Mexican iced lollies now come hygienically wrapped and sealed, stored in a freezer cabinet and mass produced on an industrial scale. But when I was a child, paleteros roamed the streets, pushing a little insulated container cart which was packed with ice and delectable, wonderfully fresh paletas. The aromas and colours were so natural, deep and bright, because they were made by hand on a daily basis, most likely by someone in his family, from pure, unprocessed ingredients: unadulterated chocolate, the native vanilla, raw ripe fruit. Our local lollipop man rang a little bell as he went, making sure that the inhabitants of the houses knew he was around; it was usually very soon after lunch, and we would rush out with our pocket money at the ready, eager to sample the flavour of the day or old favourites.

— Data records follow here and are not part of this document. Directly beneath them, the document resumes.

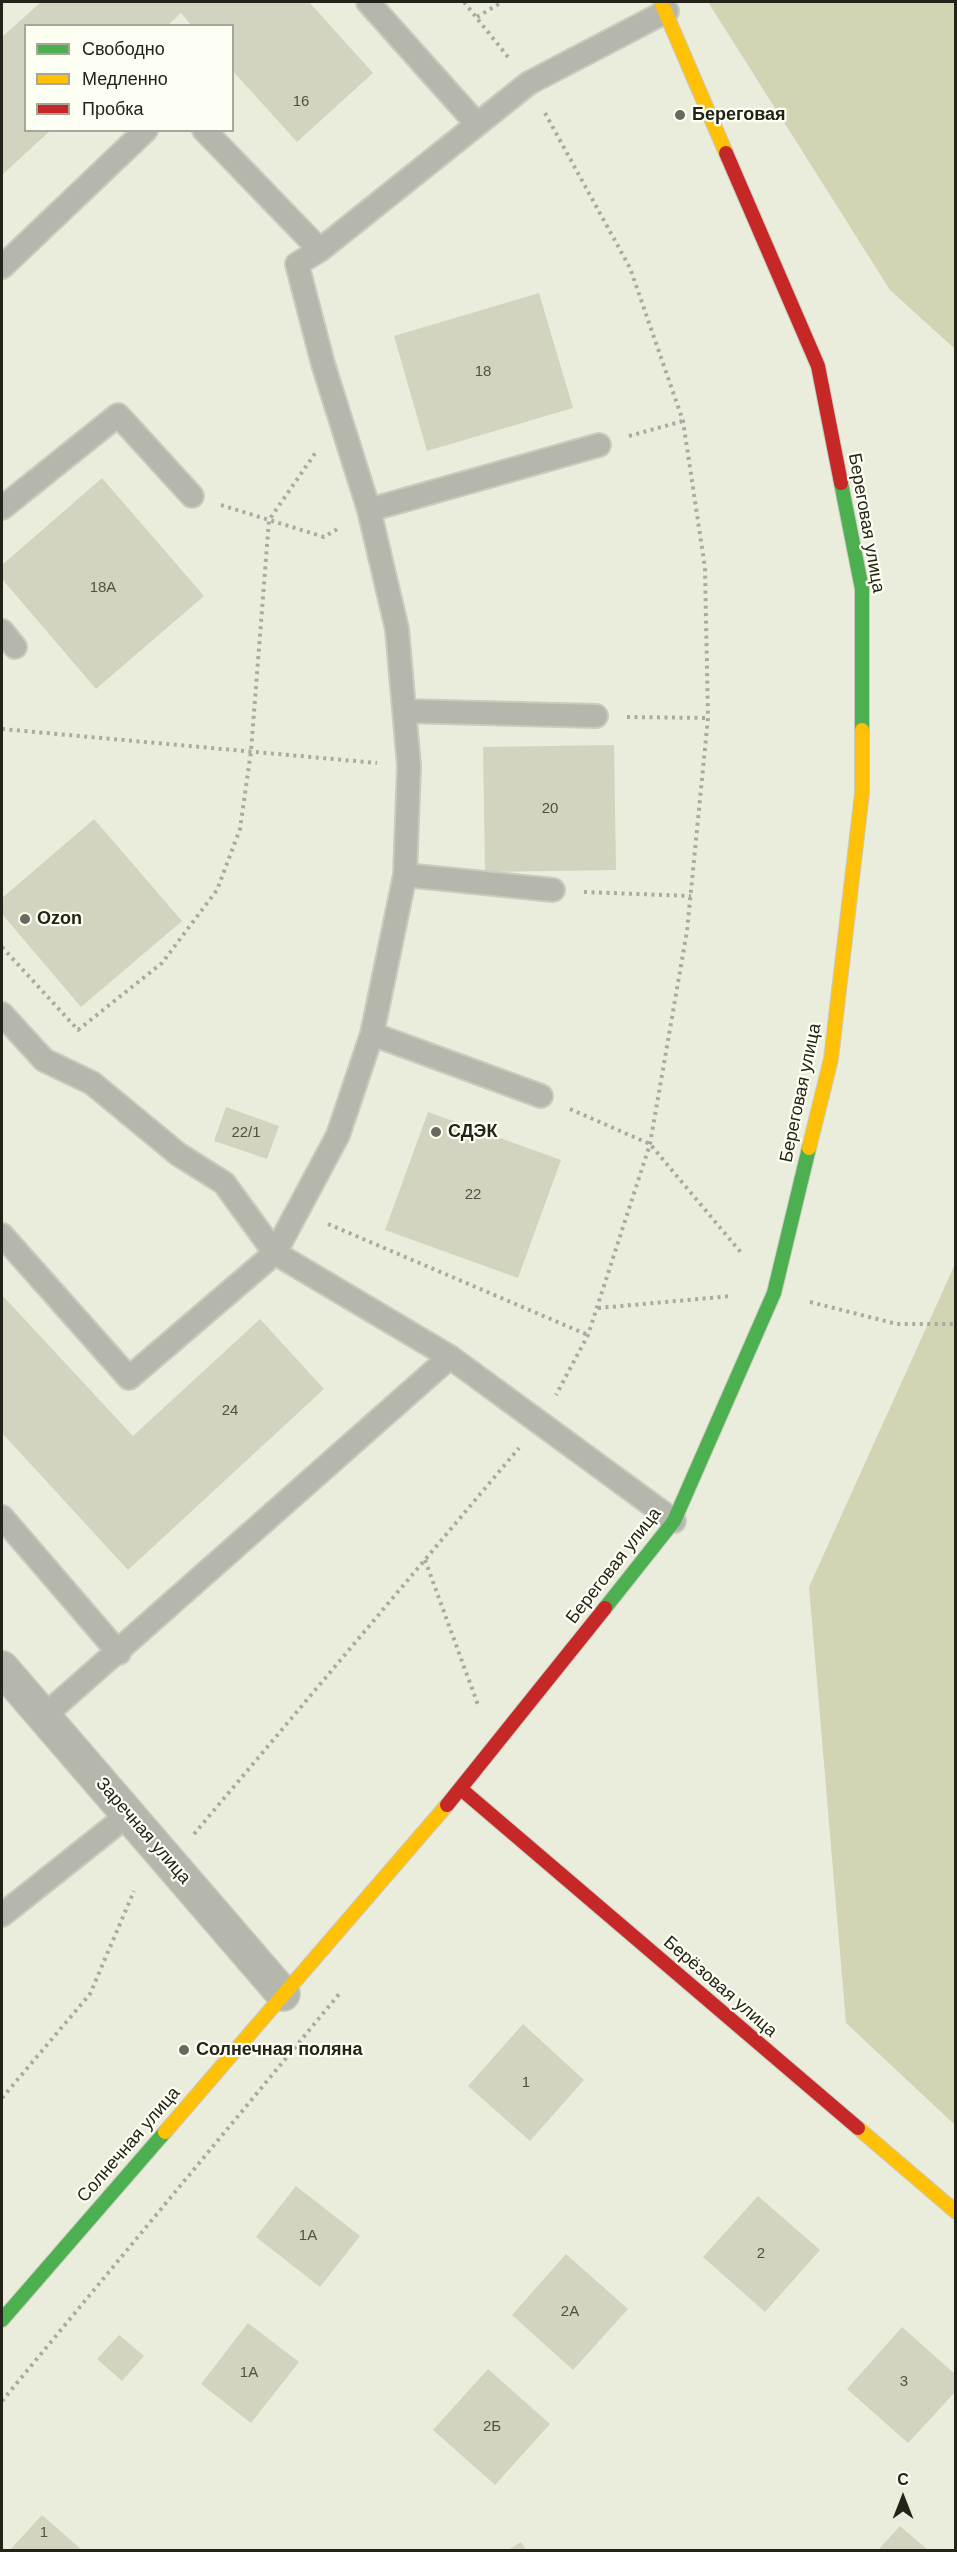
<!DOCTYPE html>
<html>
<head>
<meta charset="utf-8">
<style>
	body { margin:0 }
	#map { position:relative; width:957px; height:2552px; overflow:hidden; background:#ebeddc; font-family:Arial,sans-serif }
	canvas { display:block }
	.frame { position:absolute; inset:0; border:3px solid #232319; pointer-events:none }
	.legend { position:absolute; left:24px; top:24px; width:210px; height:108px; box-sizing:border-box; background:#fefff3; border:2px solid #a6a79c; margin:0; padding:8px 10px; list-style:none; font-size:18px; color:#232319 }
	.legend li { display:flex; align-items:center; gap:12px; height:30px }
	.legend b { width:30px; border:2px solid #a6a79c }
	.north { position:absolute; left:873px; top:2468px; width:60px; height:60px; -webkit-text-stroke:4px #fefff3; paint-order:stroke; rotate:0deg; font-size:16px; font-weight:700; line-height:24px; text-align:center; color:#232319 }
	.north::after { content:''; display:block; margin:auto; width:21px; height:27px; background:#232319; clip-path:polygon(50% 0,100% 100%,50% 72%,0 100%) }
</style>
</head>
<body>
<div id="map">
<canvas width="957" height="2552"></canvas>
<div class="frame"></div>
<ul class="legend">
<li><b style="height:8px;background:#4caf50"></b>Свободно</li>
<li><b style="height:8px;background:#ffc107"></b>Медленно</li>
<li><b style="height:8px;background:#c62828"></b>Пробка</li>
</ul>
<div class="north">С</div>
</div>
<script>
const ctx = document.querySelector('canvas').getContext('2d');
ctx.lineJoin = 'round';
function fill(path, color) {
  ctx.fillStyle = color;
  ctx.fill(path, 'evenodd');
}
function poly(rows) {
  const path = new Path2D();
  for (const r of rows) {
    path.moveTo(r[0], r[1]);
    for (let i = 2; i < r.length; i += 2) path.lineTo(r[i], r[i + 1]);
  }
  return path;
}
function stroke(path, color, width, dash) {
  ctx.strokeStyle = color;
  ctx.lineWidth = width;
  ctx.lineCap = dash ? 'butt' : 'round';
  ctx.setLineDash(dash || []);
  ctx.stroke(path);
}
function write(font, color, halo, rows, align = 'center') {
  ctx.font = font + ' Arial,sans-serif';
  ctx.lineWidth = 4.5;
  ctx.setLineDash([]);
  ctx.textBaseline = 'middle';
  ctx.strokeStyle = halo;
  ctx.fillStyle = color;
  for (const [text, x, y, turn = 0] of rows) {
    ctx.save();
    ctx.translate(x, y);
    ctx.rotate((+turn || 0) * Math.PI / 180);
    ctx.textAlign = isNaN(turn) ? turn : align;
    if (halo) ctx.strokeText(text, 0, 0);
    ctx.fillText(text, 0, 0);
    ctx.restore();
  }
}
fill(poly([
	[708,2,955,2,955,349,890,290],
	[955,1264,956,2125,955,2125,846,2023,809,1587]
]), '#d2d4b4');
fill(poly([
	[41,2,309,2,373,73,297,142,232,70,232,26,192,26,181,13,167,26,26,26,26,130,51,130,2,175,2,37],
	[539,293,573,408,427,451,394,336],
	[102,478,204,596,96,689,2,579,2,565],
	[614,745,616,870,485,872,483,747],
	[94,819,182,921,81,1007,2,914,2,898],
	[226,1107,279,1126,267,1159,214,1141],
	[428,1112,561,1160,518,1278,385,1230],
	[2,1295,133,1436,260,1319,324,1389,128,1570,2,1433],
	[523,2024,584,2080,530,2141,468,2086],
	[296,2186,360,2236,320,2287,256,2237],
	[758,2196,820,2250,765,2312,703,2257],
	[566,2254,628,2309,573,2370,512,2315],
	[248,2323,299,2362,251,2423,201,2384],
	[902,2327,956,2375,956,2391,908,2443,847,2389],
	[119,2335,144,2356,122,2381,97,2359],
	[488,2369,550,2424,495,2485,433,2430],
	[42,2515,82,2550,10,2550],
	[900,2526,928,2550,878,2550],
	[521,2542,526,2550,508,2550]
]), '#d2d4c0');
const lane = poly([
	[368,2,476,123],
	[320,250,529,83,667,11],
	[2,267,146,130],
	[2,508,118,415,192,496],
	[369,510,599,445],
	[2,631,15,647],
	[405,711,596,716],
	[405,875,553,890],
	[2,1014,44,1060,92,1083,178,1154,224,1183,275,1253,450,1357,674,1521],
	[372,1034,541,1096],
	[2,1235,129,1378,275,1253,338,1135,372,1034,405,875,409,766,397,629,369,510,323,364,297,264,320,250,204,130],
	[2,1517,119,1653],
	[44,1716,450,1357],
	[2,1915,129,1814]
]);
const street = poly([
	[2,1668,283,1994]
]);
const fast = poly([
	[841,483,862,589,862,730],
	[605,1608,674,1521,774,1293,809,1148],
	[2,2320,165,2132]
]);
const slow = poly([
	[661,2,726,153],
	[809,1148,831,1059,862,793,862,730],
	[858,2128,956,2212],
	[165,2132,447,1805]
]);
const jam = poly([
	[726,153,818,366,841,483],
	[461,1789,858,2128],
	[447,1805,605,1608]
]);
stroke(lane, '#cacbbe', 26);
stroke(street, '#cacbbe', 36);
stroke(fast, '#cacbbe', 16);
stroke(slow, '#cacbbe', 16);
stroke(jam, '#cacbbe', 16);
stroke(poly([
	[464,2,508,57],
	[477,17,502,2],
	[545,113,630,268,683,421,705,568,708,718,687,931,650,1144,588,1335,556,1395],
	[629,436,683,421],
	[221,505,324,537,339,528],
	[627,717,708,718],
	[2,729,377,763],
	[584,892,691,896],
	[2,947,78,1030,162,963,217,890,240,829,251,751,269,520,316,452],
	[570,1109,650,1144,743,1255],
	[328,1224,588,1335],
	[810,1302,897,1324,956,1324],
	[598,1308,732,1296],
	[425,1560,478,1705],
	[194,1834,519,1448],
	[2,2098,90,1994,134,1891],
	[2,2401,340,1993]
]), '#aaaba0', 4, [3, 4.5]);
stroke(lane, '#b5b7ac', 22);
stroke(street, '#b5b7ac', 33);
stroke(fast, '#4caf50', 14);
stroke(slow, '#ffc107', 14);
stroke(jam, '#c62828', 14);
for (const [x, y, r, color] of [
	[680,115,6,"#696a5d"],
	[25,919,6,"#696a5d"],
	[436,1132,6,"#696a5d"],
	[184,2050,6,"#696a5d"]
]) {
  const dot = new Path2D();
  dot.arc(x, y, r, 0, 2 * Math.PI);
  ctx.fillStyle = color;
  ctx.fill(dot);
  stroke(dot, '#fefff3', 2);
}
write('15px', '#505144', null, [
	["16",301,102],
	["18",483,372],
	["18А",103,588],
	["20",550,809],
	["22/1",246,1133],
	["22",473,1195],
	["24",230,1411],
	["1",526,2083],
	["1А",308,2236],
	["2",761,2254],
	["2А",570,2312],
	["1А",249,2373],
	["3",904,2382],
	["2Б",492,2427],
	["1",44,2533]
]);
write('bold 18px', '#232319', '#fefff3', [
	["Береговая",692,115],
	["Ozon",37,919],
	["СДЭК",448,1132],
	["Солнечная поляна",196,2050]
], 'left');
write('18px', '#232319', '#fefff3', [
	["Береговая улица",866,523,80],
	["Береговая улица",801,1093,-78],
	["Береговая улица",614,1566,-52],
	["Заречная улица",143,1831,49],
	["Берёзовая улица",720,1987,41],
	["Солнечная улица",129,2145,-49]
]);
</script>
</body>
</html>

The apricot is thought to have originated in China and to have travelled along the legendary Silk Route into Europe. It has therefore only been an inhabitant of the Mexican fruit orchard for about five hundred years but once settled in Mexican soil, its roots took strong hold and it quickly became as popular as the native species. While the Spaniards call it albaricoque, in Mexico it is known as chabacano and a chabacano iced lolly is very hard to beat!
Paletas are easy, and rewarding, to make as no icecream machine, whisking or churning are required; all you need is iced lollipop moulds, which are readily available. The fruit purée is poured straight into them and then frozen until hard. The texture is difficult to describe, as it is neither hard nor soft, or even crunchy; fudgy is perhaps the best word.
Be sure to use very ripe apricots for a fabulously intense, sweet and sharp, fresh flavour.
Iced apricot lollies – Paletas de chabacano
Makes about 500 ml/2 cups/16 fl oz, enough for 4 to 6 lollies
450 g/1 lb fresh apricots, halved and stoned
125 ml/1/2 cup/4 fl oz water
150 g/5 oz caster/superfine sugar or to taste
Fresh lemon juice
Place the apricot halves in a saucepan, pour in the water and stir in the sugar. Cook, covered, over low heat until they have totally broken down. Cool for ten minutes then blend in a blender or food processor until totally smooth. Add a good squeeze of fresh lemon juice and set aside until completely cold.
Stir well. Taste and adjust the flavour, adding more sugar or lemon juice if needed. It should be sweet and sharp at the same time, aromatic and intense, with a bit of a tang but no hint of mouth-puckering acidity.
Pour into lollipop moulds and freeze until firm, then enjoy the paletas fairly soon as they tend to lose their freshness and sparkle if they are left languishing in the freezer for weeks on end.